You can attach more than one file to a single email. In the desktop app, hold Ctrl (Windows) or Command (Mac) while selecting files in the browse window to pick multiple at once. In Outlook on the web and mobile, you typically add files one at a time, though you can keep tapping the attachment icon to add more.

Each file adds to the total message size, so the cumulative limit applies — not per-file.

Attaching Photos vs. Documents

Photos behave slightly differently than documents in some Outlook versions. 🖼️

In Outlook for Windows, images can be inserted inline (embedded visually into the email body) or attached as files. The Insert → Pictures path embeds them inline. Using Attach File keeps them as traditional attachments. Inline images look better visually but can be stripped by some email clients or spam filters.

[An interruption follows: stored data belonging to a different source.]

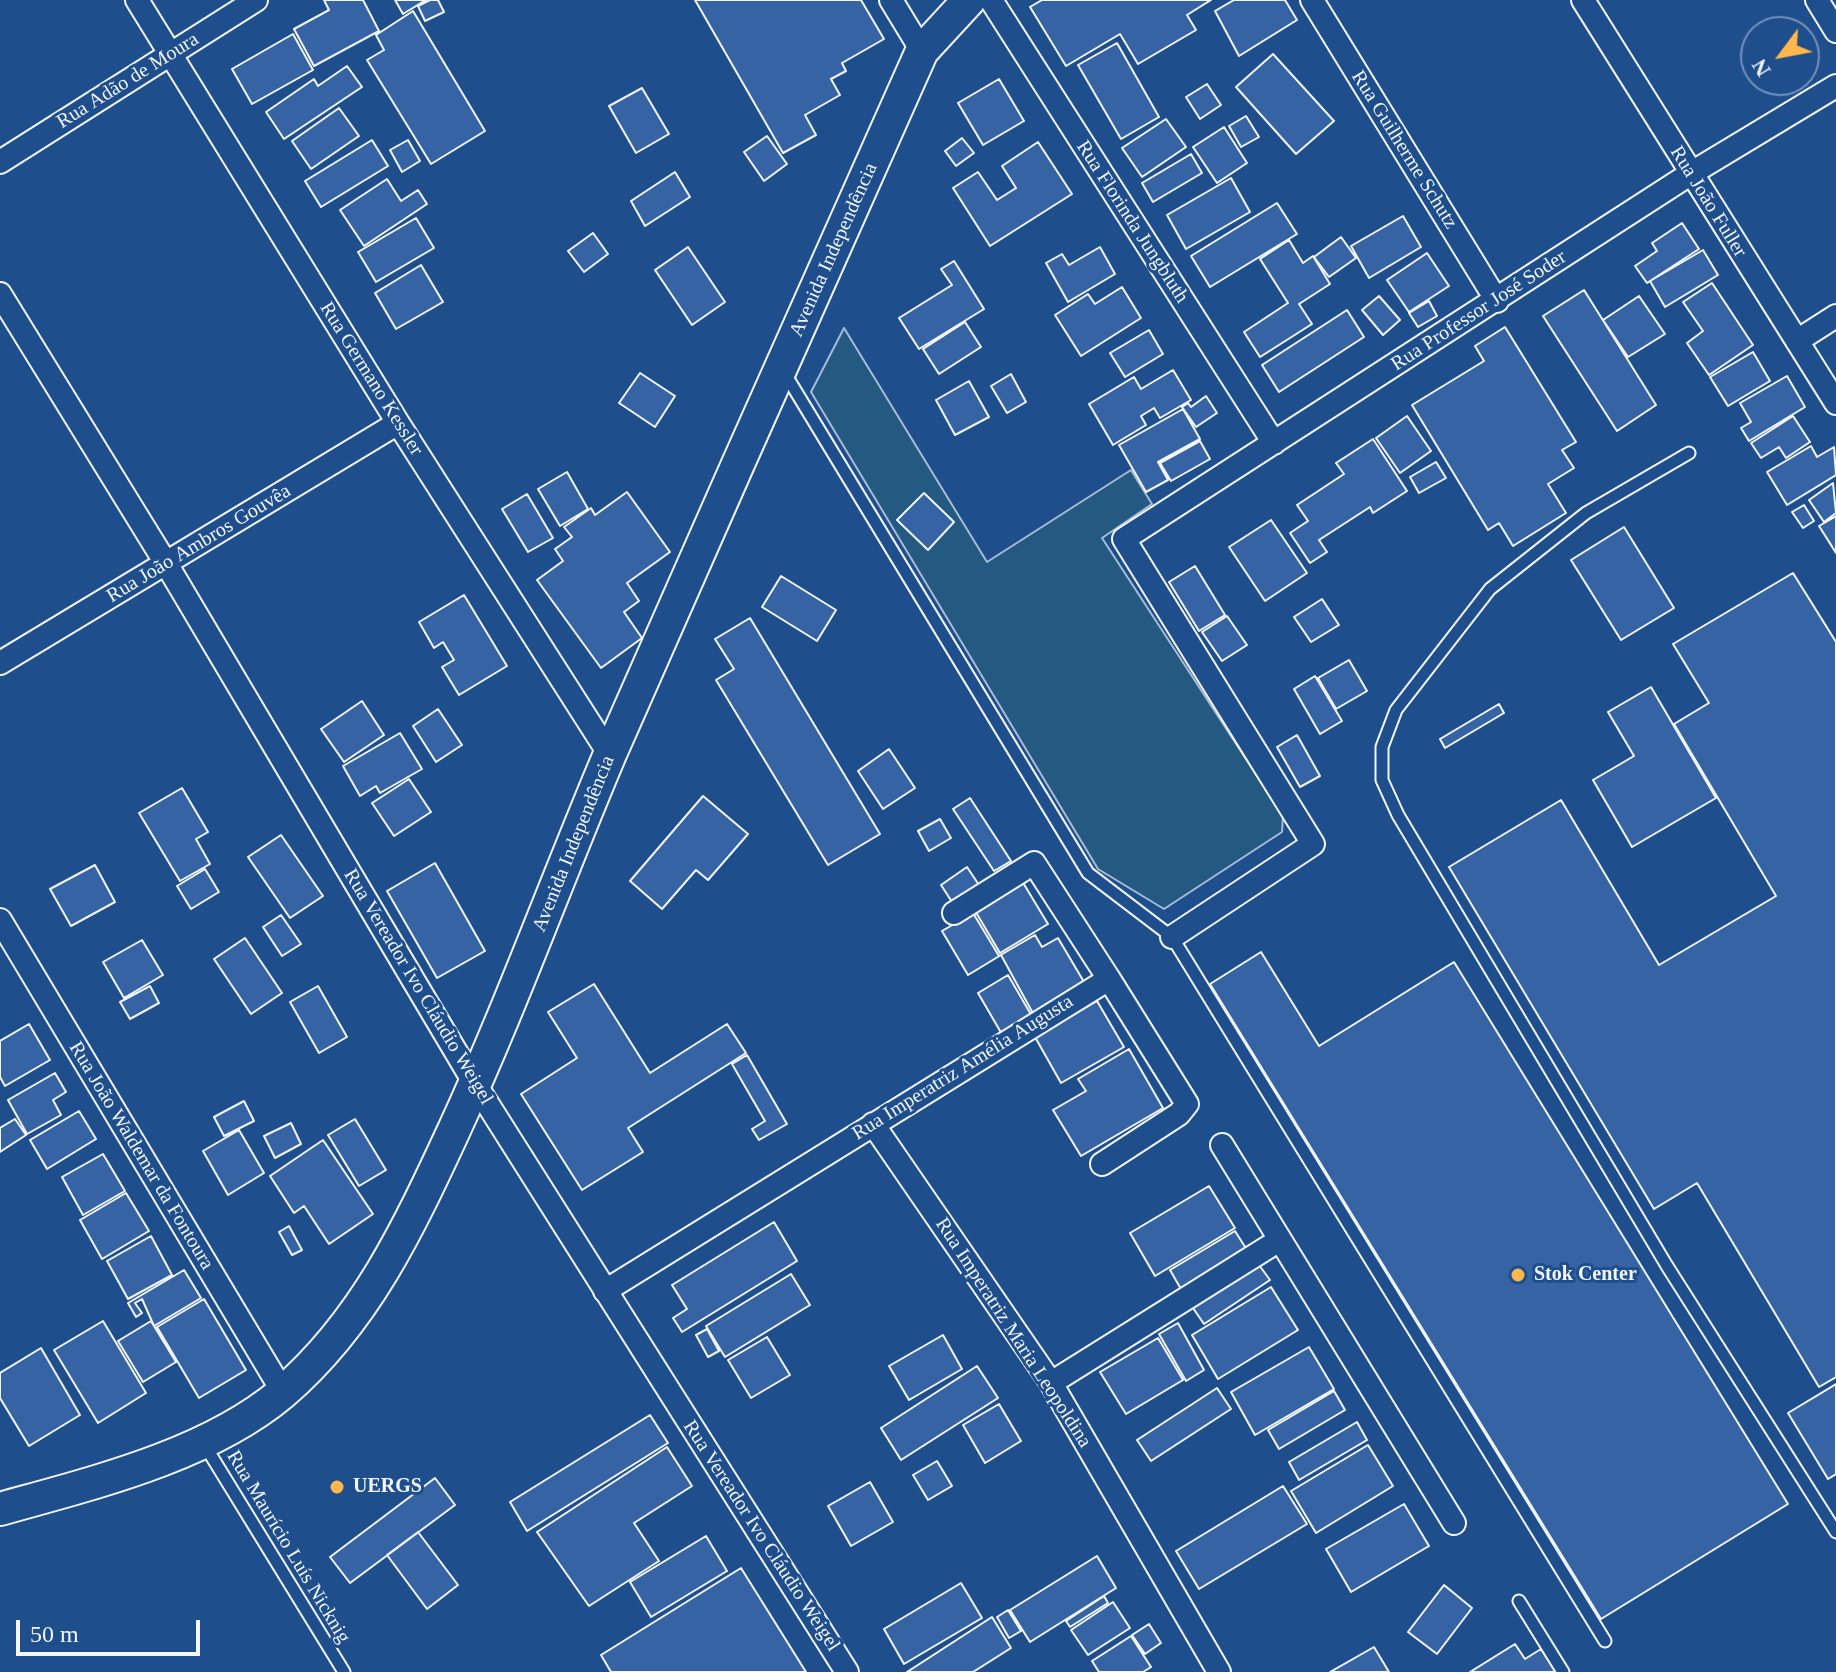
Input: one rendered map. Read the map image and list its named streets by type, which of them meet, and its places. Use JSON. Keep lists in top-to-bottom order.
{
  "streets": {
    "main road": ["Avenida Independência"],
    "street": [
      "Rua Adão de Moura",
      "Rua Guilherme Schutz",
      "Rua João Fuller",
      "Rua Florinda Jungbluth",
      "Rua Professor José Soder",
      "Rua Germano Kessler",
      "Rua João Ambros Gouvêa",
      "Rua Vereador Ivo Cláudio Weigel",
      "Rua Imperatriz Amélia Augusta",
      "Rua João Waldemar da Fontoura",
      "Rua Imperatriz Maria Leopoldina"
    ],
    "lane": ["Rua Maurício Luís Nicknig"]
  },
  "crossings": [
    ["Rua Adão de Moura", "Rua Germano Kessler"],
    ["Rua Guilherme Schutz", "Rua Professor José Soder"],
    ["Rua João Fuller", "Rua Professor José Soder"],
    ["Rua Florinda Jungbluth", "Rua Professor José Soder"],
    ["Avenida Independência", "Rua Germano Kessler"],
    ["Avenida Independência", "Rua Vereador Ivo Cláudio Weigel"],
    ["Avenida Independência", "Rua João Waldemar da Fontoura"],
    ["Avenida Independência", "Rua Maurício Luís Nicknig"],
    ["Rua Germano Kessler", "Rua João Ambros Gouvêa"],
    ["Rua João Ambros Gouvêa", "Rua Vereador Ivo Cláudio Weigel"],
    ["Rua Vereador Ivo Cláudio Weigel", "Rua Imperatriz Amélia Augusta"],
    ["Rua Imperatriz Amélia Augusta", "Rua Imperatriz Maria Leopoldina"]
  ],
  "places": ["Stok Center", "UERGS"],
  "scale_bar": "50 m",
  "north": "bottom left"
}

For documents — Word, Excel, PDF — standard attachment behavior applies without this distinction.

When Attachments Don't Show Up

A few common culprits when attachments go missing or fail:

  • Antivirus software scanning and blocking outbound attachments (common in corporate environments)
  • Exchange admin policies that block specific file types (.exe, .bat, certain archive formats)
  • File path issues on network drives — Outlook sometimes can't access files stored on mapped drives when offline
  • Permissions on cloud files — attaching a OneDrive file you don't own may not work as expected

Corporate Outlook accounts managed through Exchange or Microsoft 365 often have IT-configured rules that affect what can and can't be sent. Personal Outlook.com accounts have fewer of these restrictions but stricter size caps in some cases.

What Determines Your Attachment Experience

The factors that shape how attaching files actually works for any given user:

  • Account type — personal Outlook.com vs. work/school Microsoft 365 vs. on-premises Exchange
  • Outlook version — desktop app (Microsoft 365, Outlook 2019, 2021), web, or mobile
  • Operating system — Windows, macOS, iOS, Android each have slightly different UI and feature availability
  • IT admin configuration — organizational policies can restrict file types, sizes, and attachment behavior
  • Cloud storage integration — whether OneDrive is connected and configured affects what attachment options appear
  • Recipient compatibility — link-based attachments depend on the recipient's ability to access shared files

Understanding which of these applies to your situation is what determines whether a straightforward attach-and-send works or whether you'll need to route around limits using cloud links, compression, or a file-sharing service entirely.